WHAT YOU NEED TO DO →
"linecap" is the word to look for; copy each line of the listing where it occurs.

====================

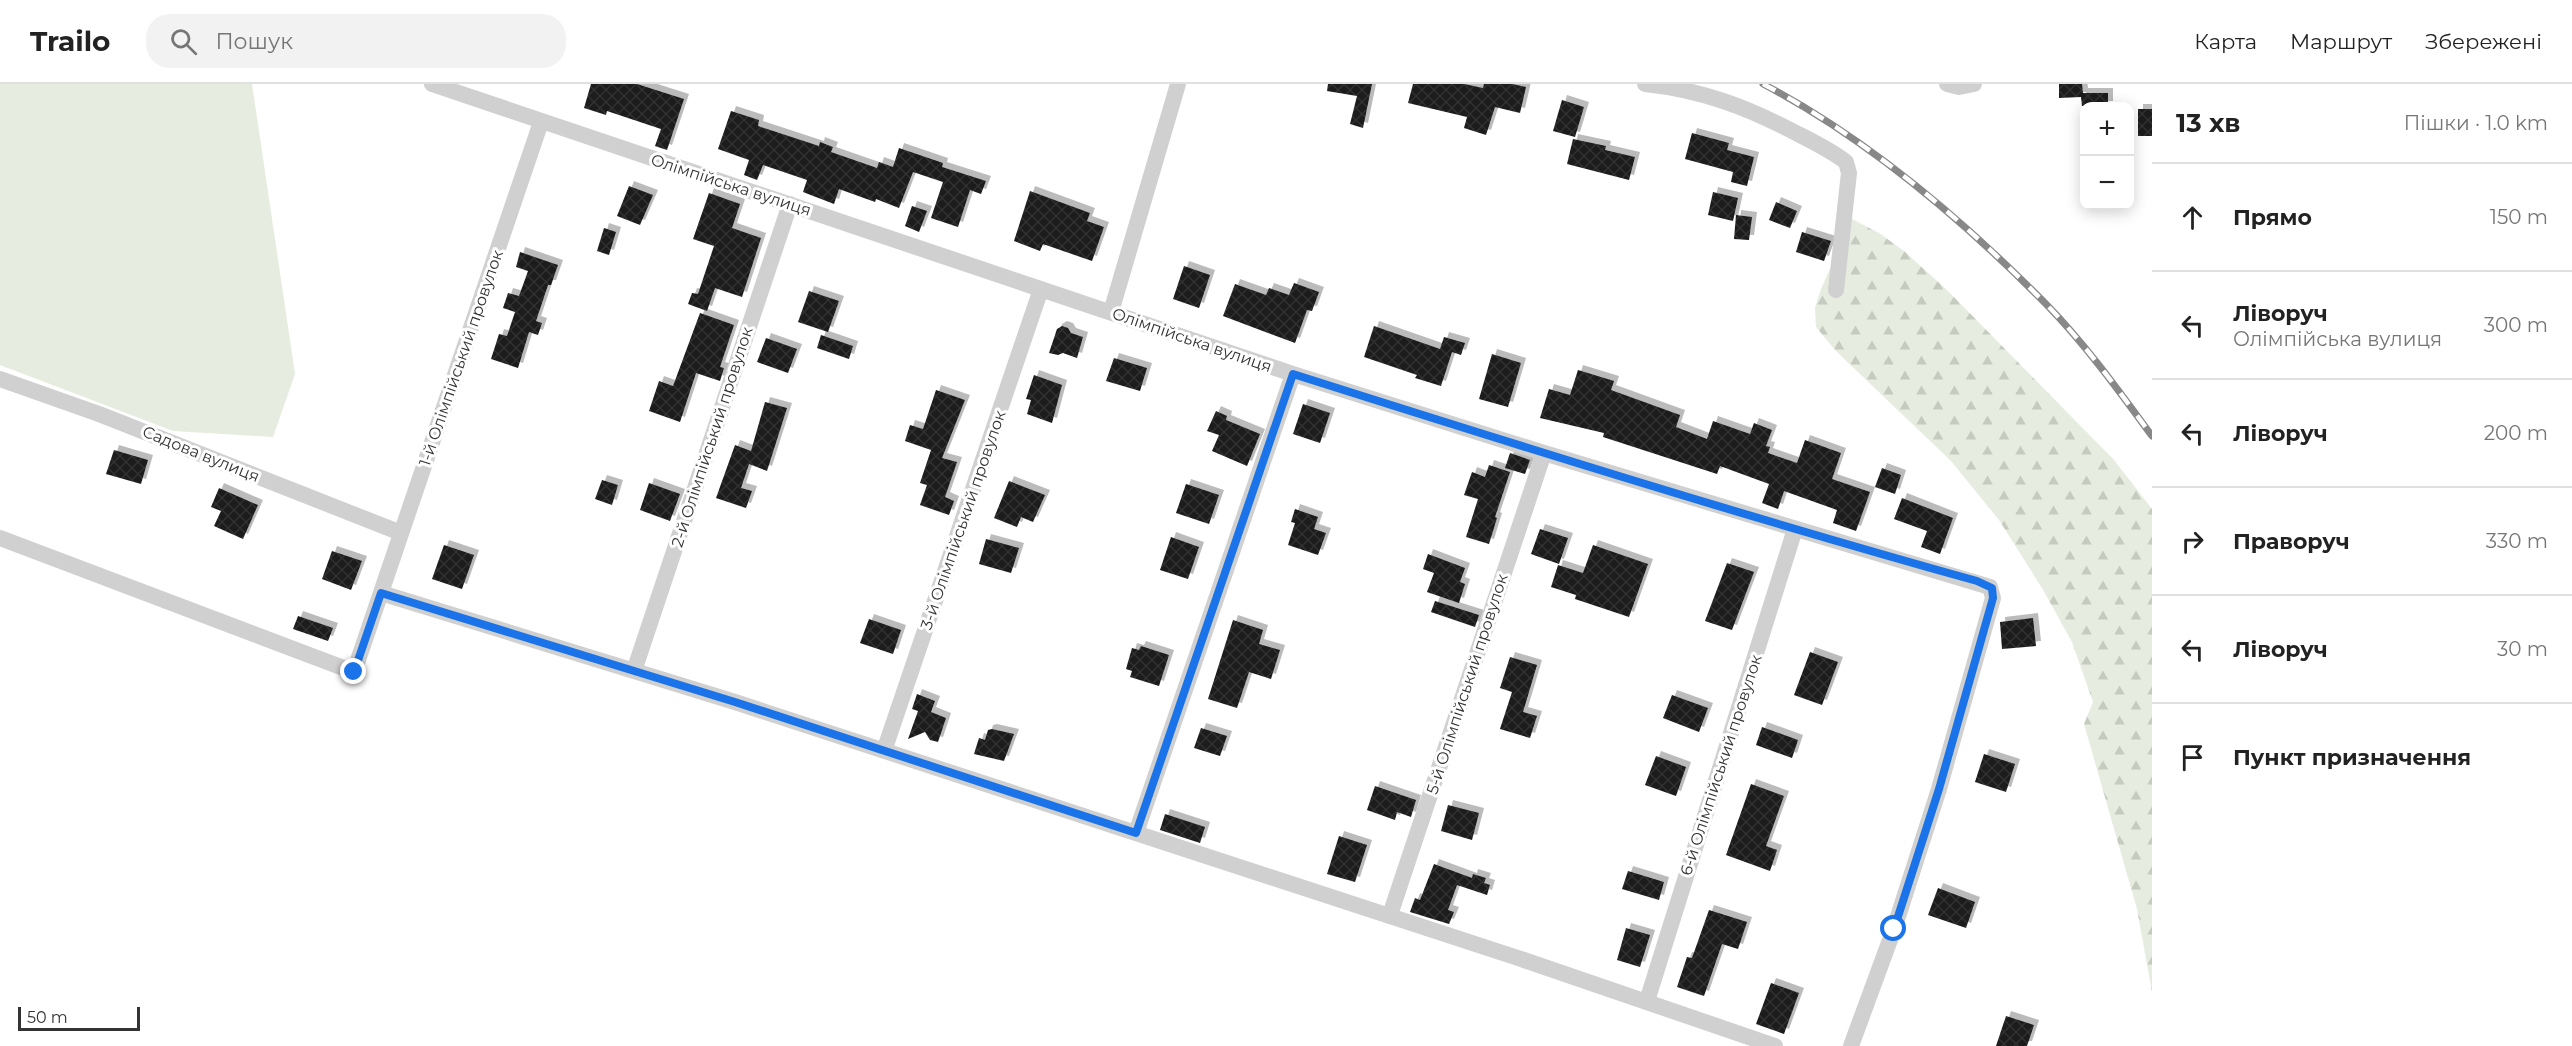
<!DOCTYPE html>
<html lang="uk">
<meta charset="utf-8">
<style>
:root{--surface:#fff;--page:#f2f2f2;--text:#222;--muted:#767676;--line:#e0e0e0}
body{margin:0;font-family:Montserrat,sans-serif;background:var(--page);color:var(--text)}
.controls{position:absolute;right:18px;top:18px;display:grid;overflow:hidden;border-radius:12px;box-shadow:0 3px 15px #0003}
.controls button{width:54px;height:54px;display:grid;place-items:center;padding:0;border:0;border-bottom:2px solid var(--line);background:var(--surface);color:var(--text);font:30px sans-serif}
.scale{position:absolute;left:18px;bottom:15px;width:122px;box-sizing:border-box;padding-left:6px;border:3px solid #333;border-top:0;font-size:16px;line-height:21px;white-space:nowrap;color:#333;-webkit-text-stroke:4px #fff;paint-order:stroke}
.stop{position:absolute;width:18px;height:18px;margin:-14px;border:4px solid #1a73e8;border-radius:50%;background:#fff}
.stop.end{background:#1a73e8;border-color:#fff;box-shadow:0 2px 6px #0008}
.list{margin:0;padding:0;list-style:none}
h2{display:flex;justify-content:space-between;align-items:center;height:78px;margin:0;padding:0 24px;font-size:26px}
h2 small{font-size:20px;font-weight:400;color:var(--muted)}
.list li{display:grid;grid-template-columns:39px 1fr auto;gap:18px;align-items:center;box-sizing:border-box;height:108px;padding:0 24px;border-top:2px solid var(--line)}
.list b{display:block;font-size:22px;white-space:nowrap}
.list p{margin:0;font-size:20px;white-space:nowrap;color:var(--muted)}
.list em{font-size:20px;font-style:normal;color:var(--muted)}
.icon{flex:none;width:33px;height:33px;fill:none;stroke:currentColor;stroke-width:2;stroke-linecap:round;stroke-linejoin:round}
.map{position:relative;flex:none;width:2152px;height:962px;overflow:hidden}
header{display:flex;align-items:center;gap:36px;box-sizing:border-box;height:84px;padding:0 30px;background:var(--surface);border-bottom:2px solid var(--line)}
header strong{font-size:28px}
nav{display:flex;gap:33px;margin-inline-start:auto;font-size:21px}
.search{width:420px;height:54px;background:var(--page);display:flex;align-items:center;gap:15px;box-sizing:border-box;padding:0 21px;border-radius:24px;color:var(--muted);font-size:22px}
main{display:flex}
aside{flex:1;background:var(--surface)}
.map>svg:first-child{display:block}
.grass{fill:#e6ecdf}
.forest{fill:url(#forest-firs)}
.building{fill:url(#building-cross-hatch);filter:url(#shadow)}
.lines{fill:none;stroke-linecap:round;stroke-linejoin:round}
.minor{stroke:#d0d0d0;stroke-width:16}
.rail-casing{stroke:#888;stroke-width:7}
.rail{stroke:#fff;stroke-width:4.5;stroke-dasharray:14;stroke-linecap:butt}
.route{stroke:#1a73e8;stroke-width:8}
.labels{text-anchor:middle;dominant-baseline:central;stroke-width:6;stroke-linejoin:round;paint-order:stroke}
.street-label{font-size:16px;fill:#333;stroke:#fff}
</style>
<header>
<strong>Trailo</strong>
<div class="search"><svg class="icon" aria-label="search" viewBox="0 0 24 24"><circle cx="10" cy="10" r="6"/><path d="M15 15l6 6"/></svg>Пошук</div>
<nav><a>Карта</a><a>Маршрут</a><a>Збережені</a></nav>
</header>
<main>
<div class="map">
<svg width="2152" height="962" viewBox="0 0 2152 962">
<defs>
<pattern id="forest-firs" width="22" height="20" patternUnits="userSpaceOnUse" patternTransform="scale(1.5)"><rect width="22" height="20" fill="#e6ecdf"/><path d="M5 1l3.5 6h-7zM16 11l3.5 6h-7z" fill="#c6cbc0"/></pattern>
<pattern id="building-cross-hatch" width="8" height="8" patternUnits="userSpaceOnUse" patternTransform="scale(1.5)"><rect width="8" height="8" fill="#1a1a1a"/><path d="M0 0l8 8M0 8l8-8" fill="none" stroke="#333"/></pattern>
<filter id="shadow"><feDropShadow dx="5" dy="-5" stdDeviation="0" flood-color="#0004"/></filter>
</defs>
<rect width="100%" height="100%" fill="#fff"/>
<path class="grass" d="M 0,0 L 252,0 L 295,290 L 273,353 L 173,347 L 0,281 Z"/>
<path class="forest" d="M 1852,135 L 1879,149 L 1904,167 L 1947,206 L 2114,376 L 2152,425 L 2152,908 L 2137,825 L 2084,640 L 2093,618 L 2072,558 L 2042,504 L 1999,436 L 1951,377 L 1836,267 L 1816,243 L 1815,224 L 1821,205 Z"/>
<path class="building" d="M 591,0 L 637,0 L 684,15 L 667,66 L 655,62 L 661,45 L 607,27 L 606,31 L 584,24 Z
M 1328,0 L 1372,0 L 1363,44 L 1350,40 L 1357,12 L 1327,7 Z
M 1413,0 L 1464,0 L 1483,4 L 1484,0 L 1512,0 L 1526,3 L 1520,29 L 1495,23 L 1486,51 L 1464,44 L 1467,33 L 1408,19 Z
M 2059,0 L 2082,0 L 2083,9 L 2108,9 L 2108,22 L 2082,22 L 2081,13 L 2059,14 Z
M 1562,16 L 1584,23 L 1575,53 L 1553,47 Z
M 2138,25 L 2152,25 L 2152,52 L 2138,52 Z
M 731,27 L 759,36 L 758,42 L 819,62 L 820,58 L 833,63 L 831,68 L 877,84 L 879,78 L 893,83 L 899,64 L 943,79 L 942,83 L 986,97 L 981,110 L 970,106 L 958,143 L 931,134 L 943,98 L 913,88 L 899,124 L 876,115 L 875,118 L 839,105 L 834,120 L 803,108 L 807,96 L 763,81 L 757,96 L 744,91 L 749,76 L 718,65 Z
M 1692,49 L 1729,59 L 1727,66 L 1754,73 L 1747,102 L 1731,98 L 1733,88 L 1685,75 Z
M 1573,55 L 1606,62 L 1605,66 L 1635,73 L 1629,96 L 1567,80 Z
M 629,102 L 653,111 L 640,141 L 617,132 Z
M 1030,107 L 1090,129 L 1087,137 L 1104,143 L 1092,177 L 1043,160 L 1040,167 L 1014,157 Z
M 1713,108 L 1738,114 L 1733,137 L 1708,131 Z
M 709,109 L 740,120 L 732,144 L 761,154 L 742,213 L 715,204 L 707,227 L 688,220 L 692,209 L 698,210 L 714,162 L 693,155 Z
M 1776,118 L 1797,127 L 1790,144 L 1769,136 Z
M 912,122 L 927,127 L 919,148 L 905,142 Z
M 1736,131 L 1752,133 L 1749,156 L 1734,155 Z
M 604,144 L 616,148 L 609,171 L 597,167 Z
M 1802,148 L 1831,157 L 1824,177 L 1796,168 Z
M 520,168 L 558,181 L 551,201 L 548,201 L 536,237 L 542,239 L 538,251 L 529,248 L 518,284 L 491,275 L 499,250 L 507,252 L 515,228 L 503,224 L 508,209 L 519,212 L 528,187 L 516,183 Z
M 1184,182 L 1210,191 L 1199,224 L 1173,215 Z
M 1294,199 L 1319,208 L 1312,227 L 1307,226 L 1295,259 L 1223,232 L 1235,200 L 1266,211 L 1269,204 L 1289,211 Z
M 809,207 L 839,217 L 828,248 L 798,238 Z
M 700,229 L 734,241 L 720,283 L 724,284 L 720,297 L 696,289 L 680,338 L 649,327 L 659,297 L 673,302 Z
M 1062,242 L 1068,244 L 1071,249 L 1083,253 L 1077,274 L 1063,269 L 1058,271 L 1049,269 L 1057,245 Z
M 1374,242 L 1440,265 L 1444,253 L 1465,259 L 1461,271 L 1452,268 L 1441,302 L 1415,294 L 1417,291 L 1364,273 Z
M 821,251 L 853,262 L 849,275 L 817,264 Z
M 766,254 L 797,265 L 788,289 L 757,278 Z
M 1492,270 L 1521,279 L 1508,323 L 1479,315 Z
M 1114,274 L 1147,284 L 1140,307 L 1106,297 Z
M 1578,286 L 1614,297 L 1611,306 L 1680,331 L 1676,343 L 1707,355 L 1713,337 L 1750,350 L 1754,339 L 1772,346 L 1766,362 L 1770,363 L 1768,369 L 1797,379 L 1805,356 L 1841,369 L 1832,395 L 1870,408 L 1856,447 L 1833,439 L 1837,426 L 1784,407 L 1778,425 L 1762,419 L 1769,400 L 1720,382 L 1717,390 L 1603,353 L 1604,349 L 1540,334 L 1549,305 L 1570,311 Z
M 1034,291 L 1062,301 L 1052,339 L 1027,330 L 1031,316 L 1026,315 Z
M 936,306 L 965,316 L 942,374 L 957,378 L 945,413 L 954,417 L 949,431 L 920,421 L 927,401 L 920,399 L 931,366 L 905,357 L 910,341 L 923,345 Z
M 765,318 L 787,324 L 767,387 L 749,380 L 741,404 L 752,407 L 746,424 L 716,414 L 735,361 L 751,367 Z
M 1303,320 L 1330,329 L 1320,359 L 1293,350 Z
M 1216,327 L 1227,332 L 1226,336 L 1260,350 L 1247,382 L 1212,367 L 1219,351 L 1207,347 Z
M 114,366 L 148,376 L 141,400 L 106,390 Z
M 1510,369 L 1530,376 L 1525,390 L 1505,384 Z
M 1489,381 L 1510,388 L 1495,433 L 1497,434 L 1489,460 L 1466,453 L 1478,415 L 1464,411 L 1472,388 L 1485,393 Z
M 1882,384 L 1901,391 L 1895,410 L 1875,403 Z
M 602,396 L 618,401 L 612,421 L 595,415 Z
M 1009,397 L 1045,411 L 1033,438 L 1021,433 L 1017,443 L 994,434 Z
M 649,399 L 680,410 L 670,437 L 640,426 Z
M 1186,400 L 1219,411 L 1209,440 L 1176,429 Z
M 219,404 L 258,421 L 243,455 L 214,442 L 221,427 L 211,423 Z
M 1902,414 L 1953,434 L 1940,470 L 1921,463 L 1927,447 L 1894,435 Z
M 1295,425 L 1318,433 L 1314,445 L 1326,449 L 1318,471 L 1288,461 L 1295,439 L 1291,438 Z
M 1540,445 L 1568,454 L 1559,480 L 1531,470 Z
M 1171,453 L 1199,463 L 1188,495 L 1160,486 Z
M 986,455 L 1019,464 L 1011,489 L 979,480 Z
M 444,461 L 474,471 L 462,505 L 432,495 Z
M 1593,461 L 1648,480 L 1629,533 L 1575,515 L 1576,511 L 1551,503 L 1558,481 L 1583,489 Z
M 332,467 L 362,477 L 351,506 L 322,495 Z
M 1428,470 L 1465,484 L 1460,498 L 1465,500 L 1459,519 L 1427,508 L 1434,489 L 1423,485 Z
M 1727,479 L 1754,488 L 1732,546 L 1705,537 Z
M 1435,517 L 1479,531 L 1475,543 L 1431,528 Z
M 298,532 L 333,544 L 328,557 L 293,545 Z
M 2033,534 L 2036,562 L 2002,565 L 2000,538 Z
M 869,535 L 901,546 L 893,570 L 860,559 Z
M 1233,536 L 1263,546 L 1259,560 L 1280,566 L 1271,595 L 1249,588 L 1237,624 L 1208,615 Z
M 1141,562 L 1169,571 L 1159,602 L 1130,593 L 1132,587 L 1126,585 L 1132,564 L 1139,566 Z
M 1810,568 L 1838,578 L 1822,621 L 1794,611 Z
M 1510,573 L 1537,581 L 1523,628 L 1537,632 L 1530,654 L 1500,645 L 1512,608 L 1500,604 Z
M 917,610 L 935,617 L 931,628 L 946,634 L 938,658 L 930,656 L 925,648 L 908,655 L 918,627 L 912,625 Z
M 1672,611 L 1708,624 L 1699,648 L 1663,634 Z
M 1762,643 L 1798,656 L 1792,674 L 1756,661 Z
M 1201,644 L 1227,652 L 1220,672 L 1194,664 Z
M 992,645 L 1014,650 L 1004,677 L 974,670 L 979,654 L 985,656 L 988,646 Z
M 1984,670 L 2015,680 L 2006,708 L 1975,698 Z
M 1656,672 L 1686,683 L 1676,712 L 1645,701 Z
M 1751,700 L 1784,712 L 1766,762 L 1777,766 L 1770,787 L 1726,771 Z
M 1375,702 L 1416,716 L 1411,733 L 1397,728 L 1395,736 L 1367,726 Z
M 1448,721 L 1479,729 L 1472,756 L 1441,747 Z
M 1165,730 L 1205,743 L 1200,759 L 1160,746 Z
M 1339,752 L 1367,761 L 1355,798 L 1327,790 Z
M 1434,780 L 1472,794 L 1473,790 L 1486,794 L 1484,799 L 1490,801 L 1487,811 L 1457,801 L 1448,826 L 1454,828 L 1449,840 L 1410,828 L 1415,814 L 1420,816 Z
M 1628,787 L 1664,798 L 1659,816 L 1622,805 Z
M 1938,804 L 1975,818 L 1966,844 L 1928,831 Z
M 1709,826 L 1747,838 L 1738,865 L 1722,860 L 1704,912 L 1677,903 L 1687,873 L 1692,874 Z
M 1626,844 L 1650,851 L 1640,883 L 1617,876 Z
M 1771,899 L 1799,909 L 1784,950 L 1756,940 Z
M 2006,932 L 2034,941 L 2027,962 L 1996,962 Z"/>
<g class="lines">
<path class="minor" d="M 432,0 L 1293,290 L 1544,369 L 1990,503 L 1993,514 L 1939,705 L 1894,845 L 1851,962
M 1645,0 C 1702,6 1747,23 1798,50 C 1814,58 1832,67 1846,78 L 1849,89 L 1836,206
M 1947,0 L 1959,3 L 1974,0
M 1111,228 L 1178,0
M 0,295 L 99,330 L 401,449
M 0,454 L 354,588 L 541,38
M 381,509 L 735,618 L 1518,874 L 1775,962
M 634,587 L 790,120
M 884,667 L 1041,205
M 1136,749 L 1293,290
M 1390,831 L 1544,369
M 1647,917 L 1795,445"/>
<g class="rail-casing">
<path id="rail" d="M 1763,0 C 1868,55 1963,136 2046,220 C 2086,261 2119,307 2152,352"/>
</g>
<use href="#rail" class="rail"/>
</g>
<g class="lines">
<path class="route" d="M 354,588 L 381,509 L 735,618 L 1136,749 L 1293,290 C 1520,362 1747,433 1977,497 L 1992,504 L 1993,514 L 1939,705 L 1894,845"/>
</g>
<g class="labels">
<g class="street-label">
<text transform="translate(731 101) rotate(18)">Олімпійська вулиця</text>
<text transform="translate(1192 256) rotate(19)">Олімпійська вулиця</text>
<text transform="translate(461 274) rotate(-71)">1-й Олімпійський провулок</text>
<text transform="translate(712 353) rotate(-72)">2-й Олімпійський провулок</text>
<text transform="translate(201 370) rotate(22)">Садова вулиця</text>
<text transform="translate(963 436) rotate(-71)">3-й Олімпійський провулок</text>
<text transform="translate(1467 600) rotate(-72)">5-й Олімпійський провулок</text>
<text transform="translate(1721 681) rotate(-72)">6-й Олімпійський провулок</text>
</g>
</g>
</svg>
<div class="controls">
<button>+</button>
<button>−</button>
</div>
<div class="scale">50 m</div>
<div class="stop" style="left:1894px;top:845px"></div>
<div class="stop end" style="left:354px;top:588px"></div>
</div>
<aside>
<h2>13 хв<small>Пішки · 1.0 km</small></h2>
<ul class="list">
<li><svg class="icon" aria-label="ahead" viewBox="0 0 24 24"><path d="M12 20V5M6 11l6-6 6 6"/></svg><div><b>Прямо</b></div><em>150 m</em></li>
<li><svg class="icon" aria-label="left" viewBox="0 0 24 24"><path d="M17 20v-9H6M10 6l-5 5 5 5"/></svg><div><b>Ліворуч</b><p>Олімпійська вулиця</p></div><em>300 m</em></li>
<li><svg class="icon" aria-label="left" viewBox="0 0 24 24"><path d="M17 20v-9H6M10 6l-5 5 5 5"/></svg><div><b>Ліворуч</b></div><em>200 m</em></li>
<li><svg class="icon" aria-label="right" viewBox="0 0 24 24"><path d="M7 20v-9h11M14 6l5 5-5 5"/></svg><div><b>Праворуч</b></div><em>330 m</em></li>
<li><svg class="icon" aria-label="left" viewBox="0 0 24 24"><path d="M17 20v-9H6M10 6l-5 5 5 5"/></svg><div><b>Ліворуч</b></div><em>30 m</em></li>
<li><svg class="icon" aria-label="arrive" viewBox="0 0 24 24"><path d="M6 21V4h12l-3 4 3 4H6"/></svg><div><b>Пункт призначення</b></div></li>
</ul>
</aside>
</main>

====================

RESPONSE BOX →
.icon{flex:none;width:33px;height:33px;fill:none;stroke:currentColor;stroke-width:2;stroke-linecap:round;stroke-linejoin:round}
.lines{fill:none;stroke-linecap:round;stroke-linejoin:round}
.rail{stroke:#fff;stroke-width:4.5;stroke-dasharray:14;stroke-linecap:butt}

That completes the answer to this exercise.